Problem statement:
Copy the lines of the data below exactly, starting at the first and stopping after the line that contains "position:relative; width:1119px; height:2253px;"; include no pictures.

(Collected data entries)
=== Section Start ===

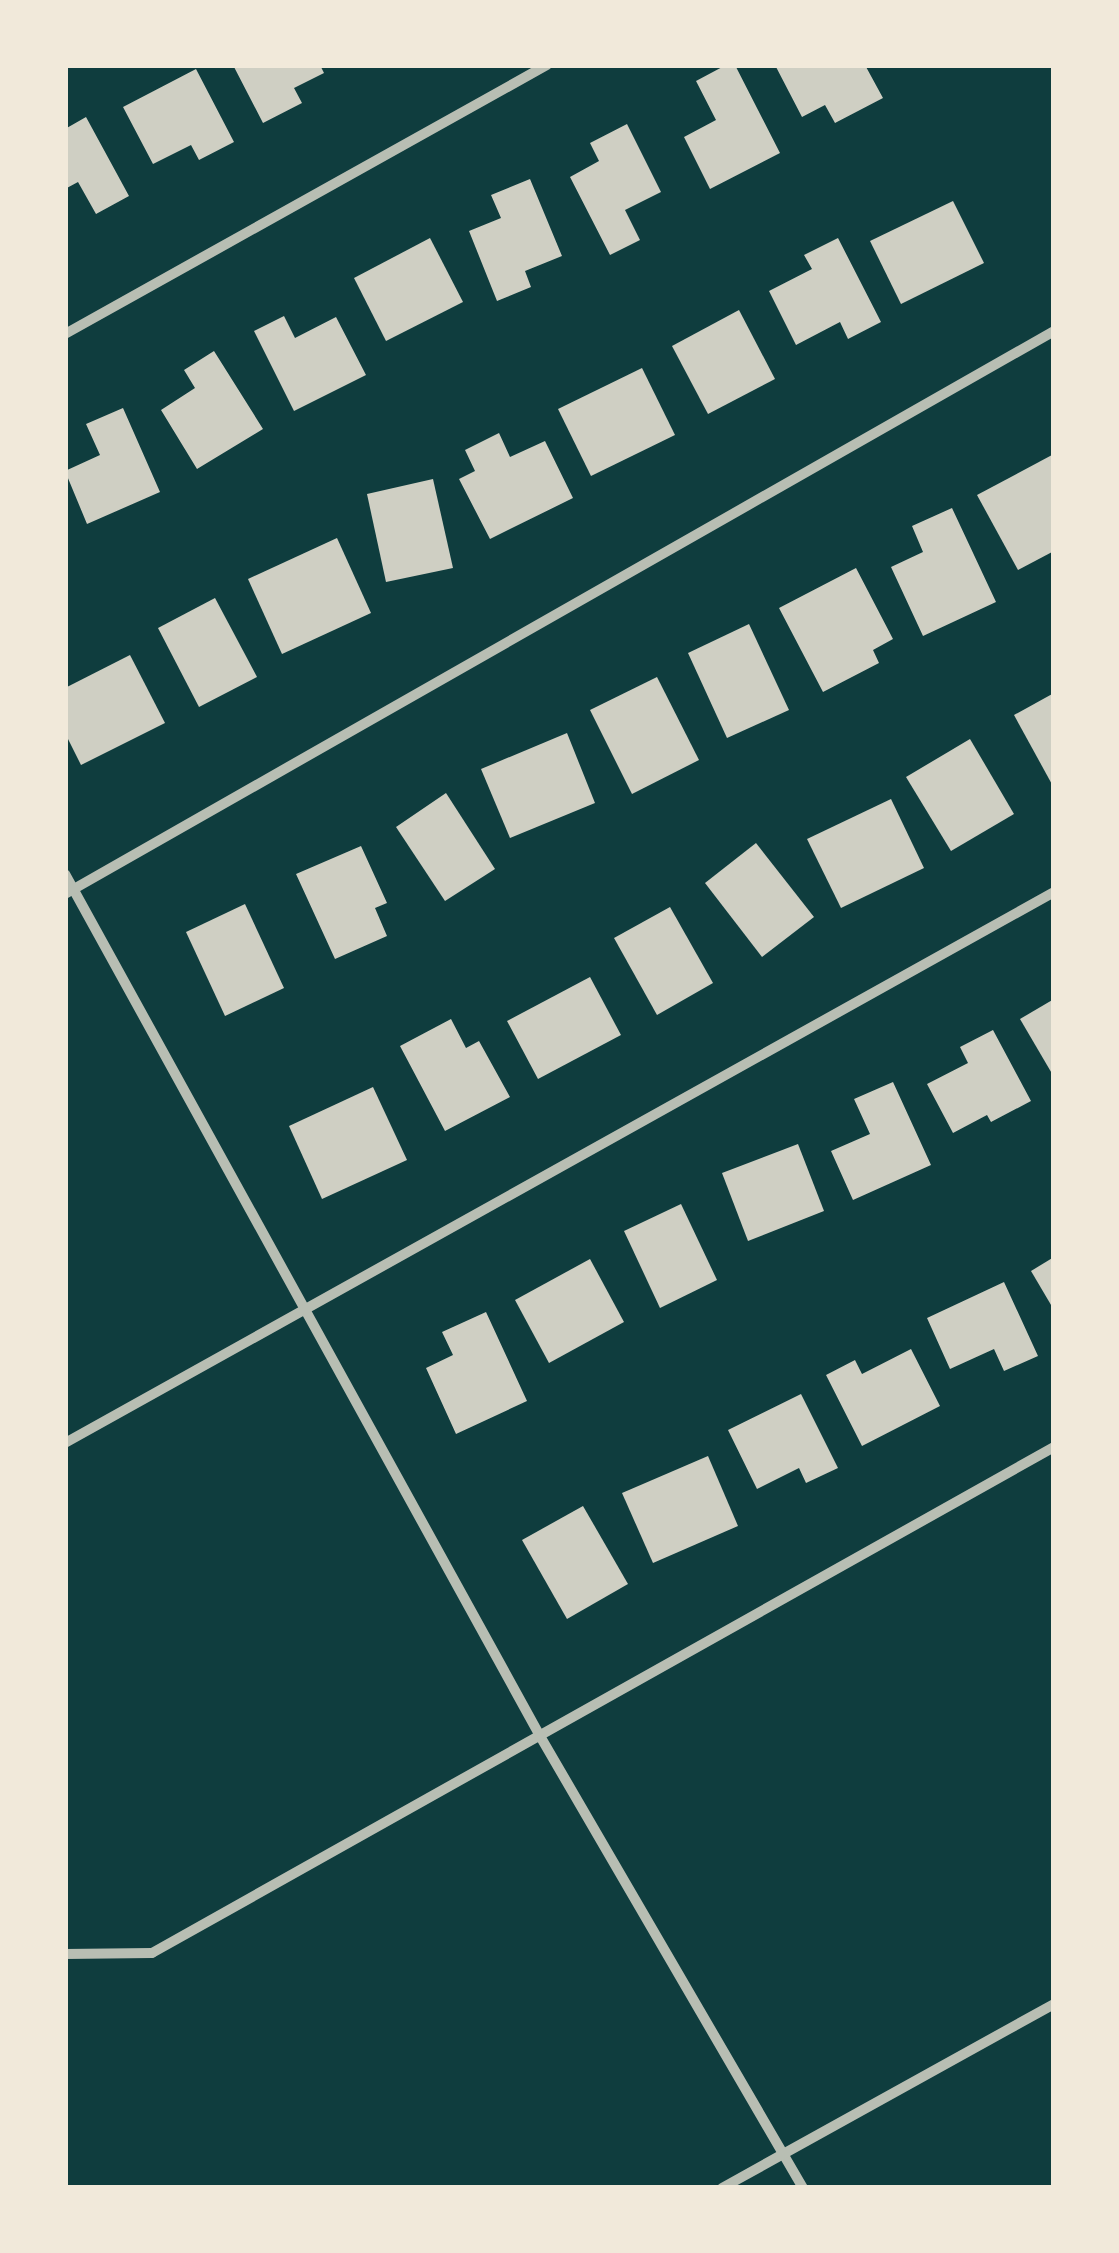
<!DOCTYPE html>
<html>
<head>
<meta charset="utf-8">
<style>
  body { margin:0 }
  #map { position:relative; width:1119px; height:2253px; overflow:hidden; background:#0f3d3e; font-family:"Source Sans 3",sans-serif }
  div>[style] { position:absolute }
  .building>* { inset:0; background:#cfcfc3 }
  .minor>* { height:10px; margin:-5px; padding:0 5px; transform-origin:5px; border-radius:5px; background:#b8beb3 }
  span { translate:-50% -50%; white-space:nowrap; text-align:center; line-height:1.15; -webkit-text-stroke:10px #f1e9da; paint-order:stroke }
  .frame { position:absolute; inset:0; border:68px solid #f1e9da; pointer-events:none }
</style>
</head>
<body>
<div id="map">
  <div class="building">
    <div style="clip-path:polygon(233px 65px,320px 65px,324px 73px,294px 88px,302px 103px,263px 123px)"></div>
    <div style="clip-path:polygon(726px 65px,735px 65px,780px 153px,710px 189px,684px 137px,716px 120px,696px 81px)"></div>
    <div style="clip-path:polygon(775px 65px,865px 65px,883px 98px,835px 123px,825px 105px,802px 117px)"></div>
    <div style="clip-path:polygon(196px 69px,234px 142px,199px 160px,191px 145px,153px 164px,123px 107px)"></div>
    <div style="clip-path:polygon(86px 117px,129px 196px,96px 214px,78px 182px,65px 189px,65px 129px)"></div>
    <div style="clip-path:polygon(627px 124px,661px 192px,625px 210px,640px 240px,610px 255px,570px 177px,599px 161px,590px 143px)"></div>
    <div style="clip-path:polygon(530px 179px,562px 256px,525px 271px,531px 287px,497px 301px,469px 231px,501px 218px,491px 195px)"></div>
    <div style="clip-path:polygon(953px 201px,984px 263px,901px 304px,870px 241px)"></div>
    <div style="clip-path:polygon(430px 238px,463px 302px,386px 341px,354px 278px)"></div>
    <div style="clip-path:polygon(838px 238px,881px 322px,848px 339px,840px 322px,796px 345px,769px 291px,812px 269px,804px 255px)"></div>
    <div style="clip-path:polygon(739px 310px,775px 379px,708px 414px,672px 346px)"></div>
    <div style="clip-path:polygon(284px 316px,295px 338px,336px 317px,366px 375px,294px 411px,254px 331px)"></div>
    <div style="clip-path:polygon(214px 351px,263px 429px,197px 469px,161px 410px,195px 388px,184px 370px)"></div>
    <div style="clip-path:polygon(642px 368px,675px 435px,591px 476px,558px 409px)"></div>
    <div style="clip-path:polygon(123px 408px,160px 492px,87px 524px,65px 471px,100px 455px,86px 424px)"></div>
    <div style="clip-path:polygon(499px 433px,510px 457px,545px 441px,573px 498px,490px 539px,459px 479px,475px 471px,465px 450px)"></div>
    <div style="clip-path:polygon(1052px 455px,1054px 551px,1018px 570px,977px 495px)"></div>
    <div style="clip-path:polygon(433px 479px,453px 568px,386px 582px,367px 494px)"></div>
    <div style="clip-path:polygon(952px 508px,996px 602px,923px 636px,891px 567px,923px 552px,912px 526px)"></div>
    <div style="clip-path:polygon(337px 538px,371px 613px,282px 654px,248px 579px)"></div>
    <div style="clip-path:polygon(856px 568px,893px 639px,873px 650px,879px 663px,823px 692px,779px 608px)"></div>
    <div style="clip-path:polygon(215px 598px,257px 677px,199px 707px,158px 628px)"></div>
    <div style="clip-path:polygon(749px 624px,789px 710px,727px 738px,688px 653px)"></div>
    <div style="clip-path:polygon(130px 655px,165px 723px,81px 765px,65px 733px,65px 688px)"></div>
    <div style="clip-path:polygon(657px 677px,699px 760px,632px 794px,590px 710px)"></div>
    <div style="clip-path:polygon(1054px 693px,1054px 788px,1014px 715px)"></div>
    <div style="clip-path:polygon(567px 733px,595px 803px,510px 838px,481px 769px)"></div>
    <div style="clip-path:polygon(970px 739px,1014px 814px,951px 851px,906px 777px)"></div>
    <div style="clip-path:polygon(446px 793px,495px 869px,445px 901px,396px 827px)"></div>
    <div style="clip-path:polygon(891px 799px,924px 868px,841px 908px,807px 839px)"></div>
    <div style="clip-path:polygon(756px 843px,814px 917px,762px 957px,705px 883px)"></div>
    <div style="clip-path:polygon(361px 846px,387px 903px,375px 908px,387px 936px,335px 959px,296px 874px)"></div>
    <div style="clip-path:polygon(245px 904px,284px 988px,225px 1016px,186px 932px)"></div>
    <div style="clip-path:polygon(670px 907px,713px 983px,657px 1015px,614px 938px)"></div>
    <div style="clip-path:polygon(590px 977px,621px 1035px,538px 1079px,507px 1021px)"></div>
    <div style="clip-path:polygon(1054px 999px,1054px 1077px,1020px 1019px)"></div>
    <div style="clip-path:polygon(451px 1019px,466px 1048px,479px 1041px,510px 1097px,445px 1131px,400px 1046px)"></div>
    <div style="clip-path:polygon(993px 1030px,1031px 1101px,991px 1122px,987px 1115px,953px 1133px,927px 1084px,968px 1063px,960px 1047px)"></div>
    <div style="clip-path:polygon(893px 1082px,931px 1165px,853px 1200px,831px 1151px,870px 1134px,854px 1099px)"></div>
    <div style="clip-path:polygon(373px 1087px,407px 1160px,322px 1199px,289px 1126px)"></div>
    <div style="clip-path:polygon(798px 1144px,824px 1211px,748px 1241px,722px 1173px)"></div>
    <div style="clip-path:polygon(681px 1204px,717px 1280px,660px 1308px,624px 1231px)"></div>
    <div style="clip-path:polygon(1054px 1257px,1054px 1310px,1031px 1271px)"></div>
    <div style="clip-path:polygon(590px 1259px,624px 1322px,549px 1363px,515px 1300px)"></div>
    <div style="clip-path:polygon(1004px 1282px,1038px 1356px,1004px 1371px,994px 1349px,950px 1369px,927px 1318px)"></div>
    <div style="clip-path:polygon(486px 1312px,527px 1401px,456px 1434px,426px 1368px,453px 1355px,442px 1332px)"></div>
    <div style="clip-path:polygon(911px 1349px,940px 1406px,862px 1446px,826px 1375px,855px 1360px,862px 1374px)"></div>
    <div style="clip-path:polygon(801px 1394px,838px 1468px,806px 1483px,799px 1468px,757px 1489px,728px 1430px)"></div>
    <div style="clip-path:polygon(708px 1456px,738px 1526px,653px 1563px,622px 1493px)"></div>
    <div style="clip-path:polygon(583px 1506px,628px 1584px,567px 1619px,522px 1540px)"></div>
  </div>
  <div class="minor">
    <div style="left:65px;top:334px;width:552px;rotate:-29.17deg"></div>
    <div style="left:65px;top:874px;width:984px;rotate:61.14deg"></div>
    <div style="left:540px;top:1736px;width:523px;rotate:59.81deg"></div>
    <div style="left:65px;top:894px;width:1138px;rotate:-29.65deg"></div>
    <div style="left:65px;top:1443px;width:1132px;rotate:-29.12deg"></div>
    <div style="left:65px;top:1954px;width:87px;rotate:-0.7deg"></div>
    <div style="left:152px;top:1953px;width:1034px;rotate:-29.29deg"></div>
    <div style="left:722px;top:2188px;width:380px;rotate:-29deg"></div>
  </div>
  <div class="frame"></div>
</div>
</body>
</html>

=== Section End ===

Worked solution:
<!DOCTYPE html>
<html>
<head>
<meta charset="utf-8">
<style>
  body { margin:0 }
  #map { position:relative; width:1119px; height:2253px; overflow:hidden; background:#0f3d3e; font-family:"Source Sans 3",sans-serif }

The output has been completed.